**Activity**
The lines from the one containing "Transcribe the names and structure of the" through the last line below, both ends included, must be reproduced exactly, with no pictures.

::::

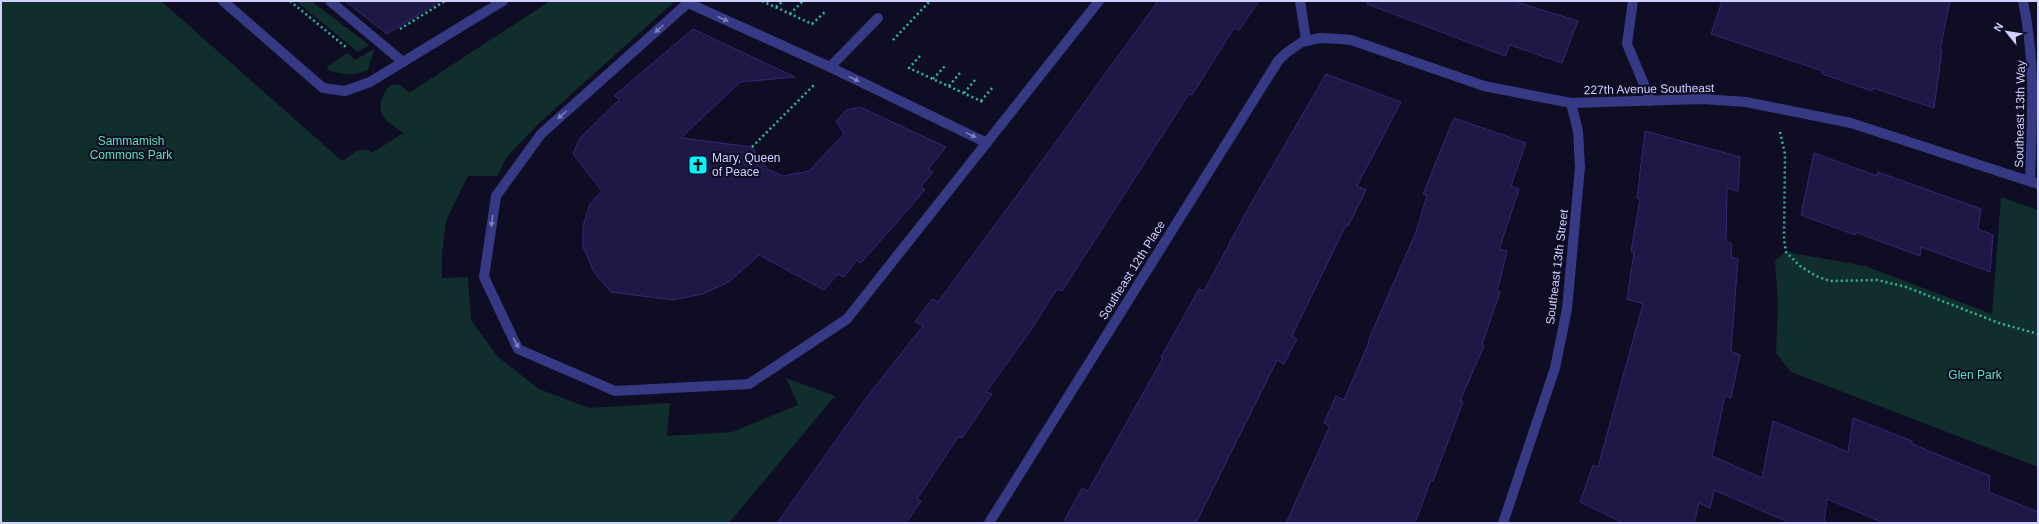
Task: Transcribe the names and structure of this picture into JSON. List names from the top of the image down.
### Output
{
  "streets": {
    "street": [
      "227th Avenue Southeast",
      "Southeast 13th Way",
      "Southeast 13th Street",
      "Southeast 12th Place"
    ]
  },
  "crossings": [
    ["227th Avenue Southeast", "Southeast 13th Way"],
    ["227th Avenue Southeast", "Southeast 13th Street"],
    ["227th Avenue Southeast", "Southeast 12th Place"]
  ],
  "parks": ["Sammamish Commons Park", "Glen Park"],
  "places": {
    "church": ["Mary, Queen of Peace"]
  },
  "north": "top left"
}
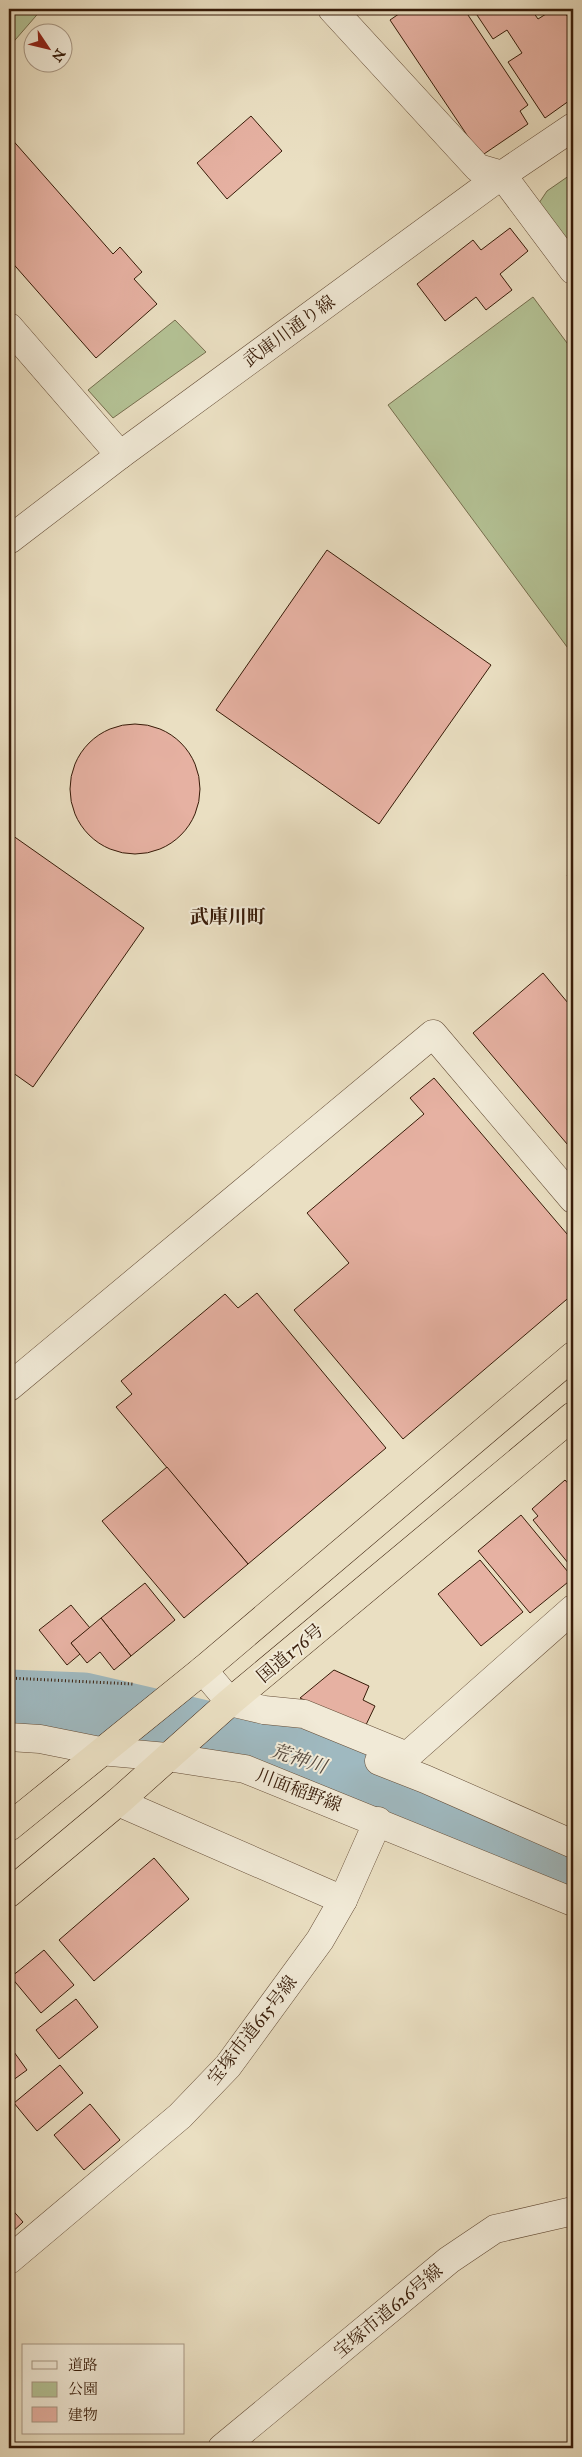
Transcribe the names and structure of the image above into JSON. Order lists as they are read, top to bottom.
{
  "streets": {
    "highway": ["国道176号"],
    "street": [
      "武庫川通り線",
      "川面稲野線",
      "宝塚市道615号線",
      "宝塚市道626号線"
    ]
  },
  "crossings": [
    ["国道176号", "川面稲野線"],
    ["川面稲野線", "宝塚市道615号線"]
  ],
  "districts": ["武庫川町"],
  "water": ["荒神川"],
  "legend": ["道路", "公園", "建物"],
  "north": "bottom right"
}
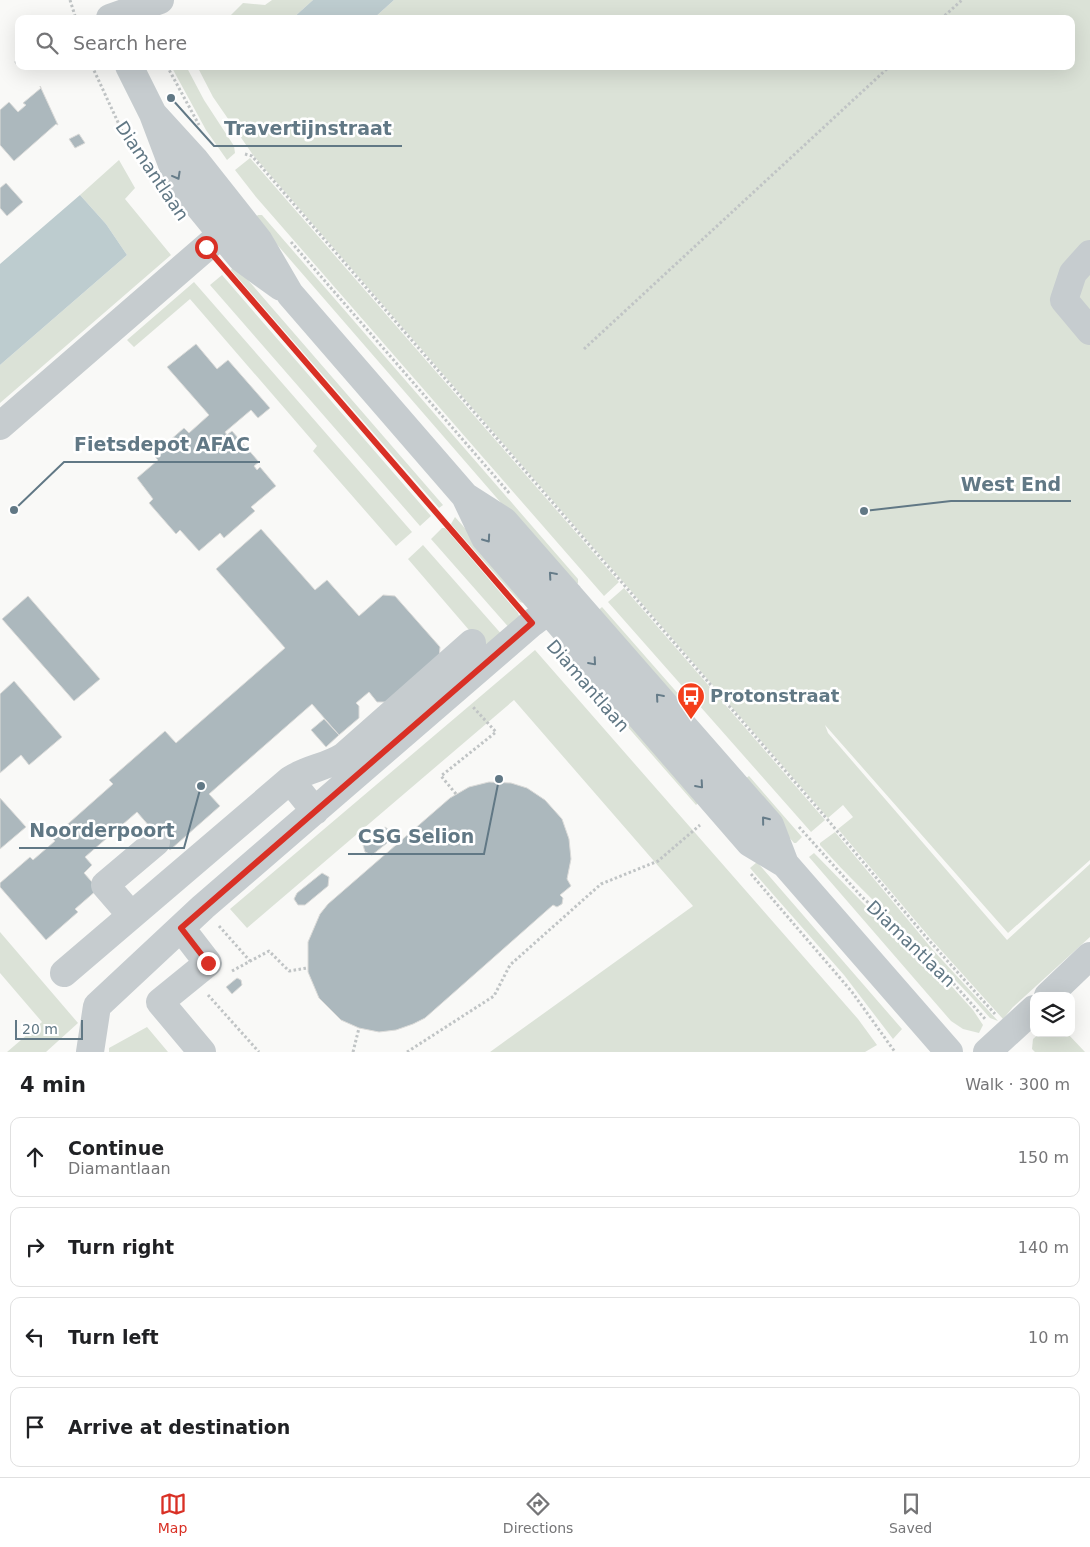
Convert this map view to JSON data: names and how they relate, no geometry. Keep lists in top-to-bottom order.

::::

**Expected output**
Transcribe the names and structure of the image above into JSON. Order lists as they are read, top to bottom.
{
  "streets": {
    "highway": ["国道176号"],
    "street": [
      "武庫川通り線",
      "川面稲野線",
      "宝塚市道615号線",
      "宝塚市道626号線"
    ]
  },
  "crossings": [
    ["国道176号", "川面稲野線"],
    ["川面稲野線", "宝塚市道615号線"]
  ],
  "districts": ["武庫川町"],
  "water": ["荒神川"],
  "legend": ["道路", "公園", "建物"],
  "north": "bottom right"
}
Convert this map view to JSON data: names and how they relate, no geometry. Keep lists in top-to-bottom order.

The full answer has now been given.